Y los actores desarrollan perfectamente el guión. Mark Wahlberg (Extrañas coincidencias, La verdad sobre Charlie, El planeta de los Simios, La tormenta perfecta, La otra cara del crimen, Tres reyes) es el impulsivo, tierno e implacable Bobby Mercer; Tyrese Gibson (El vuelo del Fénix, entre otras) el grandote Angel, André Benjamín, (Hollywood, departamento de homicidios) Jeremiah, el hijo reformado, casado y padre de dos hijas, y Garret Heldlundel, (Troya) EL muchacho roquero. El detective bueno es Terrence Howard (Ray, Crash, Glitter, Mirada de ángel), en tanto la veterana Fionnula Flanagan (con una extensa carrera como actriz en películas como: Los Otros, Transamérica, Lost -para TV-, Star Treck entre tantas otras) es Hellen.

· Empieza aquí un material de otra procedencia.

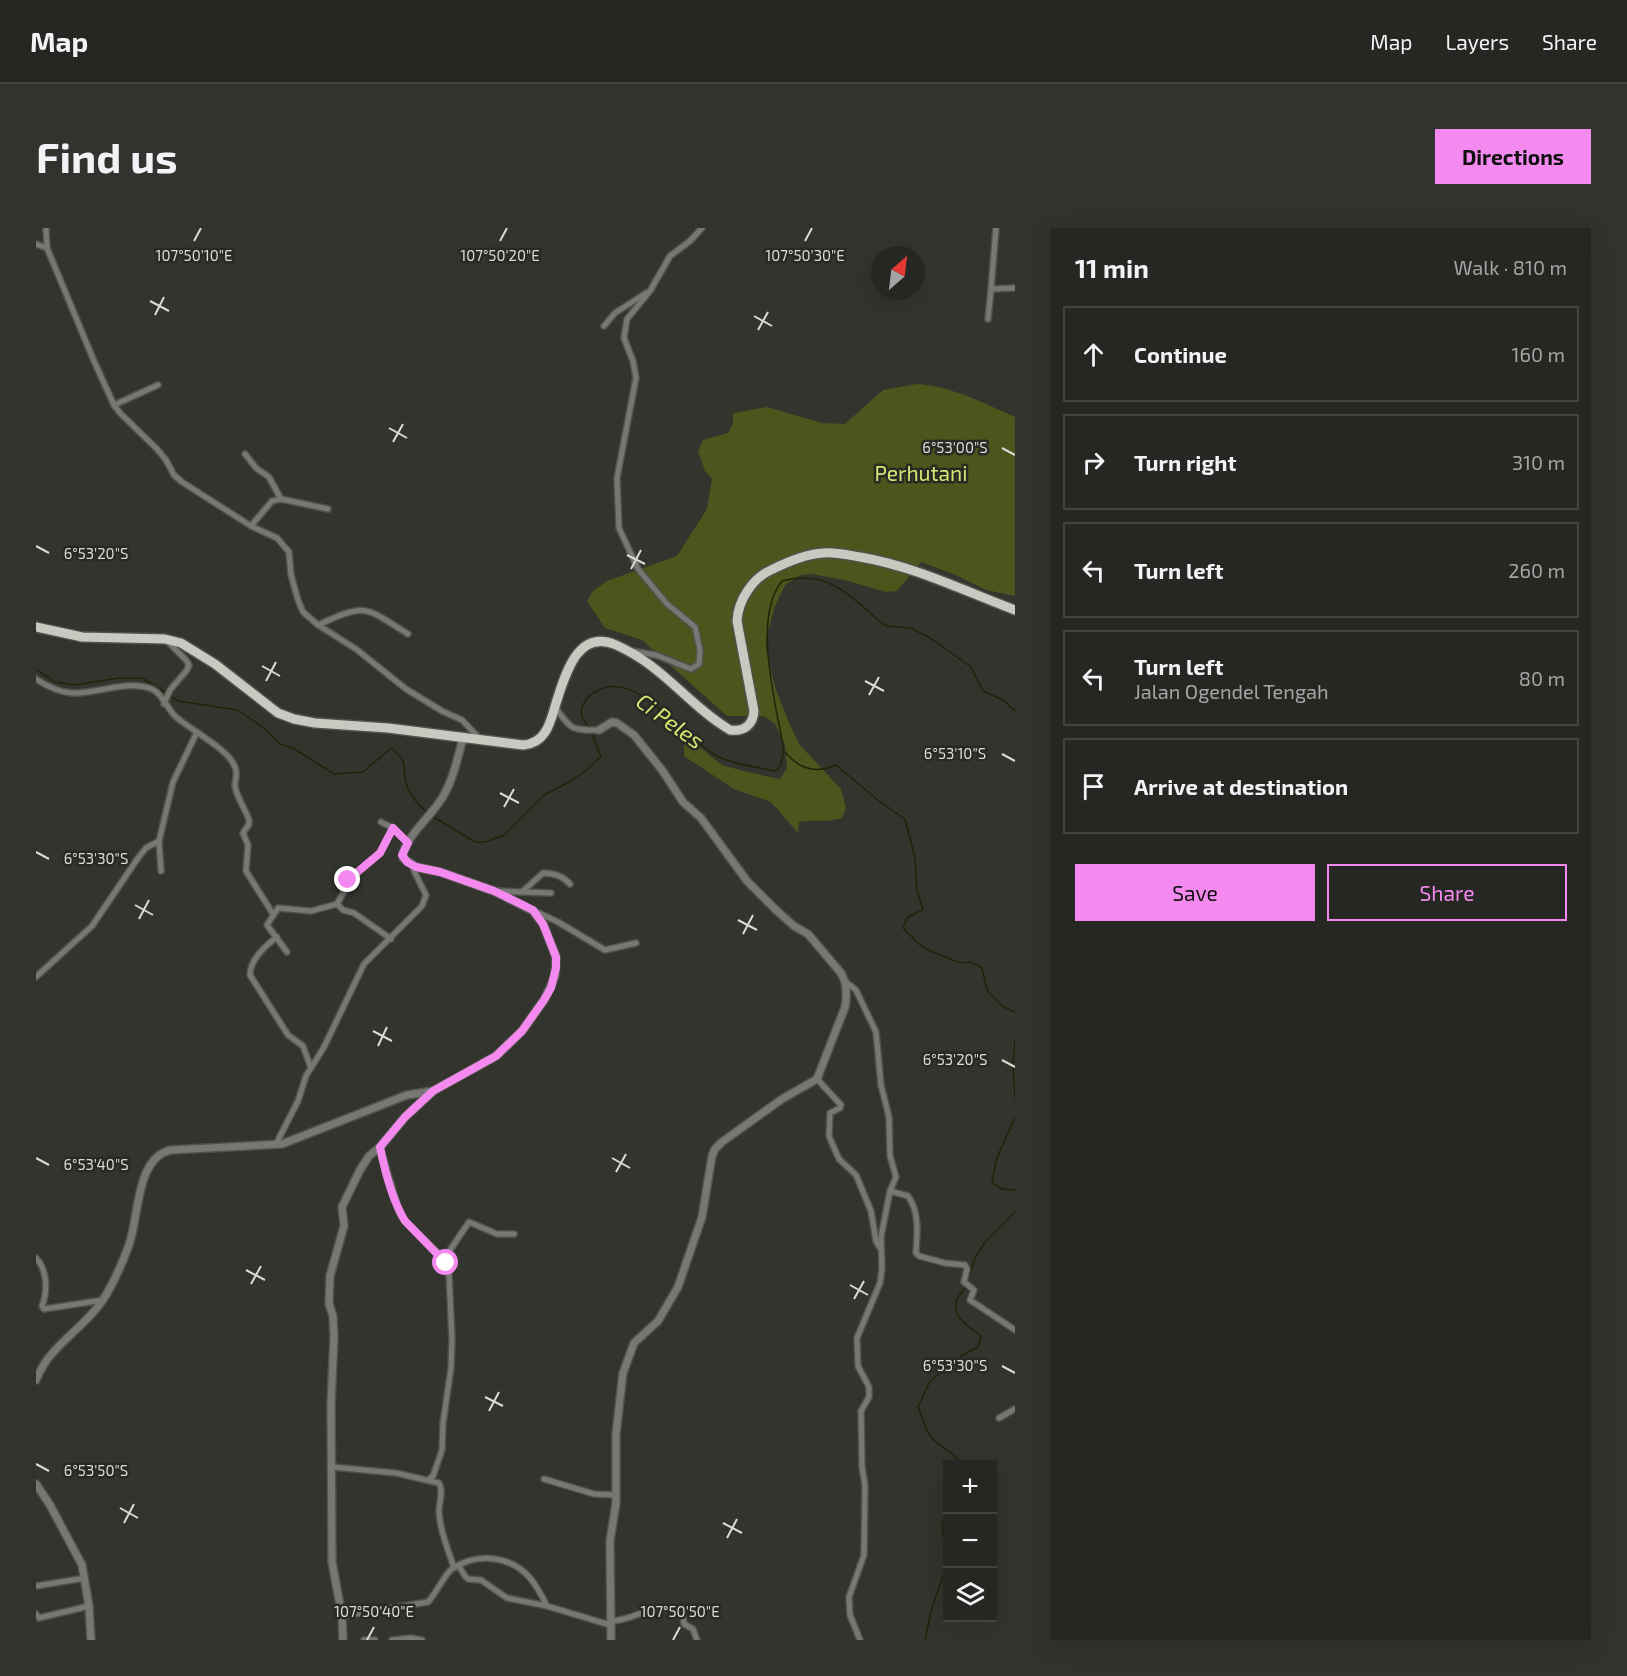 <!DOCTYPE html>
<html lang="en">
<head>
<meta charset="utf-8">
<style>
	:root { --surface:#262722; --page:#32332f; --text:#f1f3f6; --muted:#a4a5a5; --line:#424440; --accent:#f489f0 }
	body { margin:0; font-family:"Exo 2",sans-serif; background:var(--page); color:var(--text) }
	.controls { position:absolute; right:18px; bottom:18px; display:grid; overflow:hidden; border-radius:0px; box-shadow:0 6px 24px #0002 }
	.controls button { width:54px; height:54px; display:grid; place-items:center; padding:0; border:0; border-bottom:2px solid var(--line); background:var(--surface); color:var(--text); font:30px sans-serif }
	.compass { position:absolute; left:835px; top:18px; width:54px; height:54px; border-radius:50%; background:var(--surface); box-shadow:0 6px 24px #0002; rotate:28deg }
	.stop { position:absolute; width:18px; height:18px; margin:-14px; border:4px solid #f489f0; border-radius:50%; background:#fff }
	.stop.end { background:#f489f0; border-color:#fff; box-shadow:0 2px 6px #0008 }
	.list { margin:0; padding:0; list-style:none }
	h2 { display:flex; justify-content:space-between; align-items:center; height:78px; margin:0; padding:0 24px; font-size:26px }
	h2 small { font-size:20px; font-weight:400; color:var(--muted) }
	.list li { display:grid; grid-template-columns:39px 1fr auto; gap:18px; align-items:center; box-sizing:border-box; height:96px; margin:0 12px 12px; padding:0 12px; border:2px solid var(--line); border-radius:0px }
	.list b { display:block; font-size:22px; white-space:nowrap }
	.list p { margin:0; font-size:20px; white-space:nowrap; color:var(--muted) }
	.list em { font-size:20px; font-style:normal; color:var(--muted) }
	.actions { display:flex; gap:12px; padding:18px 24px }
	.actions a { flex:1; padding:14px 0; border:2px solid var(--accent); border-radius:0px; text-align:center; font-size:21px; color:var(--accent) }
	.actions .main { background:var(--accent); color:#111 }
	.icon { flex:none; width:33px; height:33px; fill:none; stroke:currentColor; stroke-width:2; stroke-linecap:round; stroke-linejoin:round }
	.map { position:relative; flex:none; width:979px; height:1412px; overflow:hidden; border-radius:0px }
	header { display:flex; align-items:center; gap:36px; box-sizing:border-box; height:84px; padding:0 30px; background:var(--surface); border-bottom:2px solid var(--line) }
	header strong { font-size:28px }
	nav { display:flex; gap:33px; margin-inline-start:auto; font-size:21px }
	.intro { display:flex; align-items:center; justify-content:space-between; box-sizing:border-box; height:144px; padding:0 36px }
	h1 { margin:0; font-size:42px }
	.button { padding:15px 27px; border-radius:0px; background:var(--accent); color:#111; font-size:21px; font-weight:700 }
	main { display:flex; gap:36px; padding:0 36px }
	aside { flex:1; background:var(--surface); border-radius:0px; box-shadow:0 6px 24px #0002 }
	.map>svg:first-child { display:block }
	.green { fill:#4c561c }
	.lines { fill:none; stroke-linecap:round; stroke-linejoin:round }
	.stream { stroke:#1f2408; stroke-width:1.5 }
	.minor-casing { stroke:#50524b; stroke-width:8 }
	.tertiary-casing { stroke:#50524b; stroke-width:10 }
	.trunk-casing { stroke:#50524b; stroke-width:12 }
	.minor { stroke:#777874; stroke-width:5 }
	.tertiary { stroke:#777874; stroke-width:7 }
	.trunk { stroke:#c8cac2; stroke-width:9 }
	.route { stroke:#f489f0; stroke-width:8 }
	.ticks { fill:none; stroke:#d9dbd6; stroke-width:2 }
	.labels { text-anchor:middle; stroke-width:5; stroke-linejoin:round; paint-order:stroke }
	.park-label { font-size:21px; fill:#d2e874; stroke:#282a23 }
	.water-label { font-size:22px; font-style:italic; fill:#d2e873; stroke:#282a23 }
	.ticks-label { font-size:15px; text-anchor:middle; fill:#d9dbd6; stroke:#282a23; stroke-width:5; stroke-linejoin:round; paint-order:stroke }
</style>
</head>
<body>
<header>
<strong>Map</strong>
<nav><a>Map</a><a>Layers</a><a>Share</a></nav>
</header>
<div class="intro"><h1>Find us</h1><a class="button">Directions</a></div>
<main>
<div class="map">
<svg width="979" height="1412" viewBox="0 0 979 1412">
	<rect width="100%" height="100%" fill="#32342d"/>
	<path class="green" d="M881,156C915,158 948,175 979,189V368L950,362L922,348L885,334L861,363L850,364L809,352L775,346L765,347L749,357L739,378L730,410V421L739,459L751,490L763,516L805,561L810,580L806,590C791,595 778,591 763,594L762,605L735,574L698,561L648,528V517L658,515L686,537L711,544L744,551L751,540L749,516L739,496L728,488H691L606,412L569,400L551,373L557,363L571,353L641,328L671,281L676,251L669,243L662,223L667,212L692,205L697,196V185L731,179L786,195L809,196L847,162Z"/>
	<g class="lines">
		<g class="stream">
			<polyline points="0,441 19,454 39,457 83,450 106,450 130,465"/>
			<path d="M134,468L142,473L202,482L229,501L244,516L257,520L298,546L327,544L355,520C376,537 364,539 371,558C374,567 385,580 392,585"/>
			<path d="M553,500C547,492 542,485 548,475C551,469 554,466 561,463C601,439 651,515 685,530C701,537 721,539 739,543L742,541C752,526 745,508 742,492C735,454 720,385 746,353C792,340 816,370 847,396L852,398L875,400L894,410L935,439L947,463L967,472L979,483"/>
			<path d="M749,524C763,541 780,546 800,537L843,573L869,591L879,630L881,663L887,681L871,690L867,700L883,716L892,722L924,735L935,734L946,740L951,762L966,778L979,784"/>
			<polyline points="396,588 439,614 449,614 468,607 508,567 533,554 553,540 565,528 555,504"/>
			<polyline points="979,812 977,836 979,870"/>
			<polyline points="979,889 960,932 956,955 966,961 979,962"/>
			<polyline points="931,1054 939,1030 949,1014 979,984"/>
			<path d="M924,1236C920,1224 904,1220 896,1210C888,1201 887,1190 882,1179L894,1153L925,1128L942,1119L945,1108C935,1099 917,1092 920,1075C920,1070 927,1064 929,1059"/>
			<polyline points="912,1279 906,1297 907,1308 912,1312"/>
			<polyline points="889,1412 895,1383 907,1348 912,1345"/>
		</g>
		<defs>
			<g id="minor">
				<polyline points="10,0 11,20 58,133 78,177 84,185 121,221 130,232 138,247 146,254 215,298 241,310 253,324 255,347 262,372 267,384 282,397 320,421 370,461 406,483 426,492 445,512"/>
				<polyline points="960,0 955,61 979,60"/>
				<polyline points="0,16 11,20"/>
				<polyline points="952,91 955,61"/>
				<polyline points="568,98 579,85 610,65"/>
				<polyline points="78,177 122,157"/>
				<polyline points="209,226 220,240 233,249 245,271"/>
				<polyline points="215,298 236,273 245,271 292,281"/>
				<path d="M282,397C332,374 328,379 372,406"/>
				<polyline points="596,423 620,427 655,441 663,436 664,422 659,399 631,376 602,341 583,300 581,250 600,150 597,133 588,110 591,91 614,63 634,28 654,13 666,0"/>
				<path d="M0,451C37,475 50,462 89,458C97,457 109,458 116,461C127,466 131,481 140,489C154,501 189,520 197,535C203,545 199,549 199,558C200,568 210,582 213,592V596L207,605L212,617L210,643L237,686"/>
				<polyline points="128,476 134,462 151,442 153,437 150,432 130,412"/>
				<path d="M519,479C536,502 534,502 563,502"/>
				<polyline points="345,594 357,600 372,615"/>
				<polyline points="125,643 123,613 137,554 161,504"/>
				<polyline points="460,663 515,665"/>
				<path d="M487,663L507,645C518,645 527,648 534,656"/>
				<polyline points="301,676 309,662 312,652 344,625 357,600"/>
				<polyline points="499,683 522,694 569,722 600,715"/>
				<path d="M241,709C229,718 214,732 214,747L252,807L267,818L275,840"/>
				<polyline points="251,724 231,697 242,680 275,683 301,676 307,682 318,685 355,711"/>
				<polyline points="0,749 56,698 102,630 110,620 123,613"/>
				<polyline points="809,753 820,762 840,804 845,857 853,889 854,928 860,949 854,963 845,1009 846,1041 844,1055 821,1110 822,1138 833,1159 833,1169 825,1183 826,1239 829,1257 828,1327 813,1369 814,1387 824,1412"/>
				<polyline points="781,851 805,877 804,880 794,885 793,908 803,931 820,947 835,983 840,1013 844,1020"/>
				<polyline points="240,916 262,873 270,848 288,819 328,736 386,678 390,667 378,643 377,638"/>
				<polyline points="344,919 364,986 369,993 408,1031 413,1047 416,1111 415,1140 407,1195 406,1222 397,1248 393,1251"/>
				<path d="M854,963L872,968C884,984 881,1007 880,1025L883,1028L909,1035L929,1037L931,1041L928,1054L938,1062L934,1072L979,1102"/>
				<path d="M0,1030C11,1041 12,1063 6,1078L8,1081L67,1072"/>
				<polyline points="408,1031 433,994 461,1006 478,1006"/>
				<polyline points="963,1190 979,1181"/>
				<path d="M296,1239L360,1245L403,1255C408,1263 403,1274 403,1283C404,1303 412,1321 418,1340"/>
				<polyline points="508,1251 558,1266 580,1267"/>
				<polyline points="423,1338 429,1348 432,1351 445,1352 471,1370 511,1378"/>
				<polyline points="0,1358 49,1350"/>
				<polyline points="0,1386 3,1390 53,1378"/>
				<path d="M306,1388L392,1374C400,1366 409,1345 417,1340C442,1325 474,1327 494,1350C501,1358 506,1368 511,1378L574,1397"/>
				<path d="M574,1393C600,1393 610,1375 642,1382L647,1389L648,1396L657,1401L661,1412"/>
				<polyline points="328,1412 339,1412"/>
				<polyline points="356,1412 375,1410 386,1412"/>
			</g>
			<g id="tertiary">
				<path d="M563,502L576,494L581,495L598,507L626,542L647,574L665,590L711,653L740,682L758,698L772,706L805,745C811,755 811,768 809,779L781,851L746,871L686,914L679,921L676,928L666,989L642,1059L622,1093L598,1115L587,1145L580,1206V1275L574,1313L575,1412"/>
				<path d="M0,1152C4,1143 8,1135 14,1128C31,1107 56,1091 70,1067C79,1052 87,1033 93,1017C103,989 100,929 135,922L246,916L371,867L397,863L460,828L486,803L508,772L519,748L520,729L507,696L497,683L458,663L404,644L380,639L367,630C365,615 393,589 402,576C416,558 421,532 427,510"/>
				<polyline points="0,1256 14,1277 46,1337 53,1378 55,1412"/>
				<polyline points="307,1412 306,1388 296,1334 295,1177 298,1109 297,1088 293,1076 294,1048 308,998 306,979 324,942 333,928 344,919 369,889 397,863"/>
			</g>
			<path id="trunk" d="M0,399L46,409L129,411L145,415L179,436L242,485L258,491L279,495L352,500L487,517C513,515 515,489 522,469C531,441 544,401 580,417C628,438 652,477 694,502C708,504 717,497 718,483L701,393C702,372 717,350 735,342C751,334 770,326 787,325C799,324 812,327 824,329C878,338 928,363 979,382"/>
		</defs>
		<use href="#minor" class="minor-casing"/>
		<use href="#tertiary" class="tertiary-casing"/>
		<use href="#trunk" class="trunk-casing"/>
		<use href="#minor" class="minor"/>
		<use href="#tertiary" class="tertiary"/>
		<use href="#trunk" class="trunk"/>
	</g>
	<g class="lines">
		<path class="route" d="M312,652L344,625L357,600L372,615L366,627L371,634L380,639L404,644L458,663L497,682L507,696L513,711L520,729V740L515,760L508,772L486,803L460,828L397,863L369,889L344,919C349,944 356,972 369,993L410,1035"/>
	</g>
	<path class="ticks" d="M158,13L165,0M464,13L471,0M769,13L776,0M114,73L133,83M119,87L128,69M718,88L736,98M722,102L732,84M353,200L371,210M357,214L367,196M966,220L979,227M0,318L13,325M591,327L609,336M595,341L605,322M226,438L244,448M230,453L240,434M829,453L848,463M833,467L843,449M966,526L979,533M464,565L483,575M468,579L478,561M0,624L13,631M99,677L117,687M103,691L113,672M702,692L721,702M707,706L717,687M337,803L356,813M342,818L351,799M966,832L979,839M0,930L13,937M576,930L594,940M580,944L590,926M210,1042L229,1052M215,1056L225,1038M814,1057L832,1067M818,1071L828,1053M966,1138L979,1145M449,1169L467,1178M453,1183L463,1164M0,1236L13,1243M84,1280L102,1290M88,1295L98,1276M687,1295L706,1305M691,1310L701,1291M331,1412L338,1399M637,1412L644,1399"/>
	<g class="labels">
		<g class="park-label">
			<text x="885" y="253">Perhutani</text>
		</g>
		<g class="water-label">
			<text transform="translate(634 493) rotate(36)" y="8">Ci Peles</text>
		</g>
	</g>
	<g class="ticks-label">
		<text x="158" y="33">107°50'10"E</text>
		<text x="464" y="33">107°50'20"E</text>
		<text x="769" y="33">107°50'30"E</text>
		<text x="919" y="225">6°53'00"S</text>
		<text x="60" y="331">6°53'20"S</text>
		<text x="919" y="531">6°53'10"S</text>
		<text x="60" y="636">6°53'30"S</text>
		<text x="919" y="837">6°53'20"S</text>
		<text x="60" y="942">6°53'40"S</text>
		<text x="919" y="1143">6°53'30"S</text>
		<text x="60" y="1248">6°53'50"S</text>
		<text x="338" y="1389">107°50'40"E</text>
		<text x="644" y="1389">107°50'50"E</text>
	</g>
</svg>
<div class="controls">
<button>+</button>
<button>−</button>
<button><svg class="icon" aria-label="layers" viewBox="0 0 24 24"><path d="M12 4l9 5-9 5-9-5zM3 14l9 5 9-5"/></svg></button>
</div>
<svg class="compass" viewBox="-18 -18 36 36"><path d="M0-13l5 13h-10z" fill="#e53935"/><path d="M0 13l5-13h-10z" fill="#a4a5a5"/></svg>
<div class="stop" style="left:410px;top:1035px"></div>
<div class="stop end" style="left:312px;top:652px"></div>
</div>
<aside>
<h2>11 min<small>Walk · 810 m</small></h2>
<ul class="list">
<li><svg class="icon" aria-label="ahead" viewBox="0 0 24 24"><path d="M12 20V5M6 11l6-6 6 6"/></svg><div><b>Continue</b></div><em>160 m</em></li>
<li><svg class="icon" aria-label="right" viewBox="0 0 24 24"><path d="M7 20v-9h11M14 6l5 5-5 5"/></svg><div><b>Turn right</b></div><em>310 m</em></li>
<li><svg class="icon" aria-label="left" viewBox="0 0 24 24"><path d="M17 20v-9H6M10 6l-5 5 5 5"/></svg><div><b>Turn left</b></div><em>260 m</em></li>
<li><svg class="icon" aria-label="left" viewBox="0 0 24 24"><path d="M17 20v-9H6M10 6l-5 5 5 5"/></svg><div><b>Turn left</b><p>Jalan Ogendel Tengah</p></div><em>80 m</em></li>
<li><svg class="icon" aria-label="arrive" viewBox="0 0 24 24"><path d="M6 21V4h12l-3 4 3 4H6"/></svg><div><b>Arrive at destination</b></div></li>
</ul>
<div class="actions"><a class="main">Save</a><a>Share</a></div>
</aside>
</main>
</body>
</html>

Cabe destacar el equipo técnico. La fotografía de Peter Menzies colabora perfectamente con el clima de la película, el montaje de Bruce Cannon y Billy Fox permite dosificar las escenas para que sean cortas y contundentes y el guión de David Elliot y Paul Lovett en el que se basa Cuatro Hermanos tiene la dosis clara de esos polos en los que se maneja la película: amor- odio; ternura y dureza; calma y violencia; entrega y traición.
El director, John Singleton tiene en su haber muchas películas de acción y de denuncia como A todo gas 2, Baby Boy, Shaft, el retorno, Rosewood, Semillas de rencor, Justicia poética y Los chicos del barrio.
El DVD trae, además del filme interesantes complementos como diálogo con el director, los actores, los guionistas y los técnicos, así como también el cómo se hizo de varias escenas y justamente algunas de estas que no fueron incluidas en el producto final.
Si quiere ver una película lineal, un western urbano con justicia por mano propia y no se pone a preguntar el porqué de algunas cosas, va a quedar satisfecho.